都内の高校と連携協定へ

学校・教育

[ 2020年 9月 12日 土曜日 13時33分 ]

 児童数の減少を背景に持続可能な小学校の実現を目指している飯田市南信濃の和田小学校は、東京都内の私立郁文館グローバル高校との連携協定に向けた取り組みを進めている。学校や地域の魅力を県内外に広く発信する手段の一つに位置付ける。高校生による外国語の遠隔授業や霜月祭りでの交流・体験、協働による地域おこし活動など特徴的な教育活動を実践して魅力を発信するとともに、児童一人一人の充実した学びにつなげる。

 小学校の児童数は28人で、昨年度から10人減少。2023年には19人、31年には0人になってしまうとの試算もあり、危機意識を募らせている。

 打開策を探ろうと、本年度は地域特産の茶を切り口に、地域を挙げて教育移住体験や移住・定住を促す「ウェルカムティープロジェクト」を展開。ビデオ会議システムを活用したオンライン学習や、郁文館高との交流などを通じ、少人数のために限定されがちな人間関係を広げ、多様性や社会性を伸ばす授業にも力を入れている。

 郁文館校との交流は昨年度からスタートした。ゼミ活動の一環で2年次に行っている海外留学を前に、高校生たちが遠山郷について学び、児童とともに遠山天満宮(南和田)の霜月祭に舞い手として参加。留学先での発信も狙い、日本の「地域」に触れた。

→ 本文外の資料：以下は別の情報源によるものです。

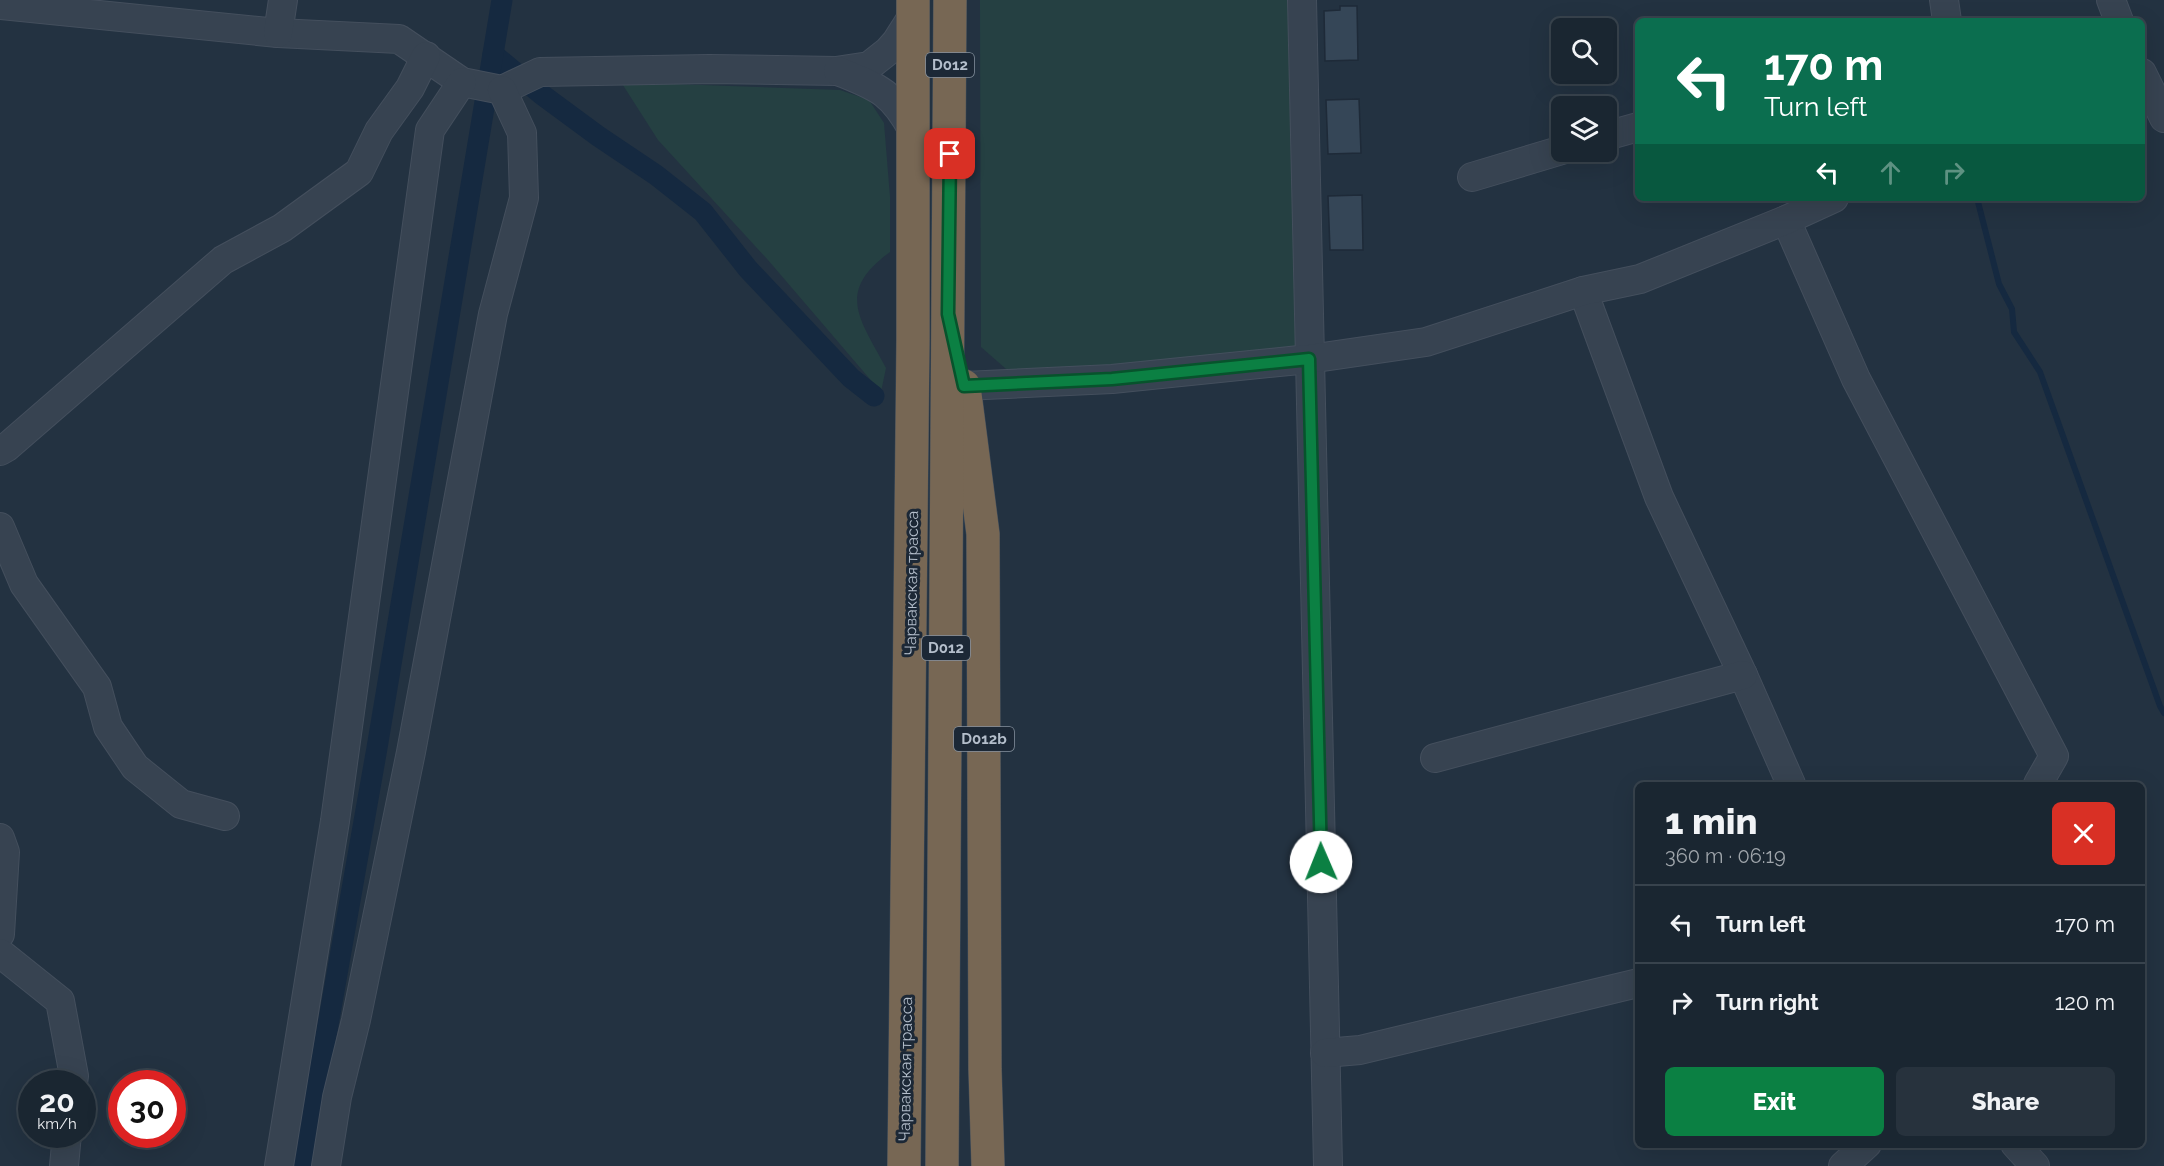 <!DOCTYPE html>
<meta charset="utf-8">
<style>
:root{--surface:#1a2631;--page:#27323d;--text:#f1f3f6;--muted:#9fa5ab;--line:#38434d;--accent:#0b8043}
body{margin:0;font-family:Raleway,sans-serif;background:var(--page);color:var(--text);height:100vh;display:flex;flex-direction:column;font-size:22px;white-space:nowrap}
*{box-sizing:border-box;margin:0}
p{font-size:20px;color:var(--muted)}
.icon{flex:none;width:33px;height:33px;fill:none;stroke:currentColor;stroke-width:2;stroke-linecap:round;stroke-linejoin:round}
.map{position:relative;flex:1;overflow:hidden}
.panel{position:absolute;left:1635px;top:782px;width:510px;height:366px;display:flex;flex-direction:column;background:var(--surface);border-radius:9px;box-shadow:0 6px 24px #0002,0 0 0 2px var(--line)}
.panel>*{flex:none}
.top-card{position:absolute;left:1635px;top:18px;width:510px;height:183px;border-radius:9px;box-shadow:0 6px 24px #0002,0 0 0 2px var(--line);background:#0b6e4f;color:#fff;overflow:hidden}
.fabs{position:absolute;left:1551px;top:18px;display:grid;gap:12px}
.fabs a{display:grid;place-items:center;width:66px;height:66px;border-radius:9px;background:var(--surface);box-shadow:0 6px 24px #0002,0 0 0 2px var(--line);font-size:30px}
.speed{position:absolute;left:18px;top:1070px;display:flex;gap:12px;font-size:30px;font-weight:700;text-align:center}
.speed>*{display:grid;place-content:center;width:78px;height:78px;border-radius:50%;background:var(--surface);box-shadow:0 6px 24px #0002,0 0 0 2px var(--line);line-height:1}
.speed small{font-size:15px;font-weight:400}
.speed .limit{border:9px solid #d22;background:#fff;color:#111}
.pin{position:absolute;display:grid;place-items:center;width:51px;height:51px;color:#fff;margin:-26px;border-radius:12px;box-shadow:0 3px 9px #0006}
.me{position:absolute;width:66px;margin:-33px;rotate:359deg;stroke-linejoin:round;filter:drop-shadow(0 0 4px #0008)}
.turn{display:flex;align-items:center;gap:21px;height:126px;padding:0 30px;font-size:27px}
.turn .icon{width:78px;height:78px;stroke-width:2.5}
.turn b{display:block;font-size:42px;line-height:51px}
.lanes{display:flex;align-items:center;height:57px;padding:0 30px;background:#0003;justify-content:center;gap:30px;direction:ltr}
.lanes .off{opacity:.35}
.round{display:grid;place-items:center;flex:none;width:63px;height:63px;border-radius:9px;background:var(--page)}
.overview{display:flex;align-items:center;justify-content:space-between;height:102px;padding:0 30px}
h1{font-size:36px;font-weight:800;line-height:45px}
.cta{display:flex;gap:12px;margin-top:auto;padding:12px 30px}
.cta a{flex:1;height:69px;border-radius:9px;background:var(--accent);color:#fff;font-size:24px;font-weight:800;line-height:69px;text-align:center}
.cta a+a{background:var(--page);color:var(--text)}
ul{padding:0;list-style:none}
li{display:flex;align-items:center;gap:18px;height:78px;padding:0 30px;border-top:2px solid var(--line)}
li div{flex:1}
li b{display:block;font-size:22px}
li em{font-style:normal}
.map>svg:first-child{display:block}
</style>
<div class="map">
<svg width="2164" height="1166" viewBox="0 0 2164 1166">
<rect width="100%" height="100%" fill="#233241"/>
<g fill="#254042">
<path d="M980 0H1290L1299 348 1013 375 981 347Z"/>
<path d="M621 82 840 90 869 100 884 123 890 197V252C835 292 860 319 886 368L881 392 768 260 658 140Z"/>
</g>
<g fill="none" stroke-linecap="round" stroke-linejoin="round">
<path stroke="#152940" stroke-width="6" d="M1977 198 1999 284 2012 309 2014 332 2040 372 2160 706 2164 713"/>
<g stroke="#152940" stroke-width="21">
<path d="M493 54 541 94 598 136 656 175 703 212 748 269 851 378 874 396"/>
<path d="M303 1166 377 748 502 0"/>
</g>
</g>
<g fill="#354657" stroke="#1e2a38" stroke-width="1.5">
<path d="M1340 6H1357L1358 60 1325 61 1324 11 1340 10Z"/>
<path d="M1359 99 1361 153 1328 154 1326 100Z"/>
<path d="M1362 195 1363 250H1330L1328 196Z"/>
</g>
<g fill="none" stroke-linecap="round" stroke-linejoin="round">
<defs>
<g id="minor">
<path d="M1302 0 1328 1166"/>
<path d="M1944 0 1947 21"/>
<path d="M2111 0 2119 21"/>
<path d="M0 5 278 33 399 39 462 82 502 90 540 72 709 69 836 71 869 66 888 51 896 42 910 20 913 8"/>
<path d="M278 33 283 0"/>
<path d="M838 71C877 87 892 91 913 131"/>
<path d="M2142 73 2164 118"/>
<path d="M1606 136 1638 127"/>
<path d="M1472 177 1562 150"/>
<path d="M1786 220 1856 379 2054 756 2038 784"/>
<path d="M1583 291 1659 497 1743 675 1791 784"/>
<path d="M964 386 1112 379 1309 359 1426 342 1583 291 1640 279 1786 220 1834 198"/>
<path d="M0 451 7 447 223 260 282 228 359 172 379 131 410 88 426 56"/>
<path d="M0 527 24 584 97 687 108 727 135 767 181 804 225 816"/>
<path d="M1435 758 1743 675"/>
<path d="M0 838 5 852 0 934"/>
<path d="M0 953 60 1001 74 1076 73 1083"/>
<path d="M1325 1053 1360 1050 1638 983"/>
<path d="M2015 1144 2035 1166"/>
<path d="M64 1166 67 1134"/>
<path d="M279 1166 335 821 430 130 462 82"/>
<path d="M326 1166 337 1097 356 1020 411 752 493 314 524 198 522 133 502 90"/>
<path d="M1843 1166 1867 1144"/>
</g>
<g id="highway">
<path d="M964 386 983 534 985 1069 988 1166"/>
<path d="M904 1166 913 339V0"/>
<path d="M942 1166 950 0"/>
</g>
</defs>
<use href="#minor" stroke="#444f5d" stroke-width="30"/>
<use href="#highway" stroke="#424e5b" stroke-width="34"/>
<use href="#minor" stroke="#374351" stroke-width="28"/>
<use href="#highway" stroke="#776754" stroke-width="33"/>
</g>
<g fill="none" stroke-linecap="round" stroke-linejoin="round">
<defs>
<path id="route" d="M950 154 948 314 964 386 1112 379 1309 359 1321 862"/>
</defs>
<use href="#route" stroke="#07532c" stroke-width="15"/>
<use href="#route" stroke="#0b8043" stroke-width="10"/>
</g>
<g text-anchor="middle" stroke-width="6" stroke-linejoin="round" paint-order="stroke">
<g fill="#1c2836" stroke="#86919e" stroke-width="1.5">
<rect x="926" y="53" width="48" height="24" rx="4.5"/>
<rect x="922" y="636" width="48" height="24" rx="4.5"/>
<rect x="954" y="727" width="60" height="24" rx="4.5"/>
</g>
<g font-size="15" font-weight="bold" fill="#b4becb">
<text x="950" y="70">D012</text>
<text x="946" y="653">D012</text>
<text x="984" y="744">D012b</text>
</g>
<g font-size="16" fill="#b4becb" stroke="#1c2836">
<text transform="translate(911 583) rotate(-89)" y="6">Чарвакская трасса</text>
<text transform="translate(905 1069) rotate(-89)" y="6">Чарвакская трасса</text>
</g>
</g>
</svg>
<div class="fabs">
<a><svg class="icon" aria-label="search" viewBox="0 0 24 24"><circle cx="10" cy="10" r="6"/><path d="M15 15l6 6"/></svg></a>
<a><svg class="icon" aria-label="layers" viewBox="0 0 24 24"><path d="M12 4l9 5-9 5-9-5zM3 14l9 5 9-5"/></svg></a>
</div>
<div class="speed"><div>20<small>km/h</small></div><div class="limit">30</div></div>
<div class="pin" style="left:950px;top:154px;background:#d93025"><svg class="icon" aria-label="arrive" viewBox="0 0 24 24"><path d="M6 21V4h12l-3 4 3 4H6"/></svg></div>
<svg class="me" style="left:1321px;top:862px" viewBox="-20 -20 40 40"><circle r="19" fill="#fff"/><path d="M0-13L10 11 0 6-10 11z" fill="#0b8043"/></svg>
<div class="top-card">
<div class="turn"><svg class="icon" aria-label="left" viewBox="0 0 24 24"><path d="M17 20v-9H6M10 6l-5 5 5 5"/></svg><div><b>170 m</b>Turn left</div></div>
<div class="lanes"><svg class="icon" aria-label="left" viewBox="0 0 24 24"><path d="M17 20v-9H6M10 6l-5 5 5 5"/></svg><svg class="icon off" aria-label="ahead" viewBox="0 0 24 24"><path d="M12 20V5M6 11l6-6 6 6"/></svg><svg class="icon off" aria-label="right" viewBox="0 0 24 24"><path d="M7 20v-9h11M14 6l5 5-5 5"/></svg></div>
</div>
<section class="panel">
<div class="overview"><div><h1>1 min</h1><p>360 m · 06:19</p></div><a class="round" style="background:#d93025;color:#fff"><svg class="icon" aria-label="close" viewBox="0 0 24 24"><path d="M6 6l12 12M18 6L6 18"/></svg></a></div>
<ul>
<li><svg class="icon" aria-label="left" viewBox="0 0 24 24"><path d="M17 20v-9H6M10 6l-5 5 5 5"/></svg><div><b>Turn left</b></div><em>170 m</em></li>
<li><svg class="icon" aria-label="right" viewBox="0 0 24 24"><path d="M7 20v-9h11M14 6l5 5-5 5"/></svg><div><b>Turn right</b></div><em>120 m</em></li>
</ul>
<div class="cta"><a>Exit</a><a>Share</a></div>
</section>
</div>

 事前にはオンラインで互いの舞を披露し合い完成度を高め、当日は励まし合いながら達成感を共有するなど、絆も深めた。「つながりをさらに発展させたい」とする郁文館校の意向もあり、協定締結への動きが本格化している。

 和田小の大池満校長は「児童数の減少は待ったなしの状況。遠山中学校を含めた形の連携を実現させ、グローバルな教育活動の展開により、人を呼び込んでいきたい」と話していた。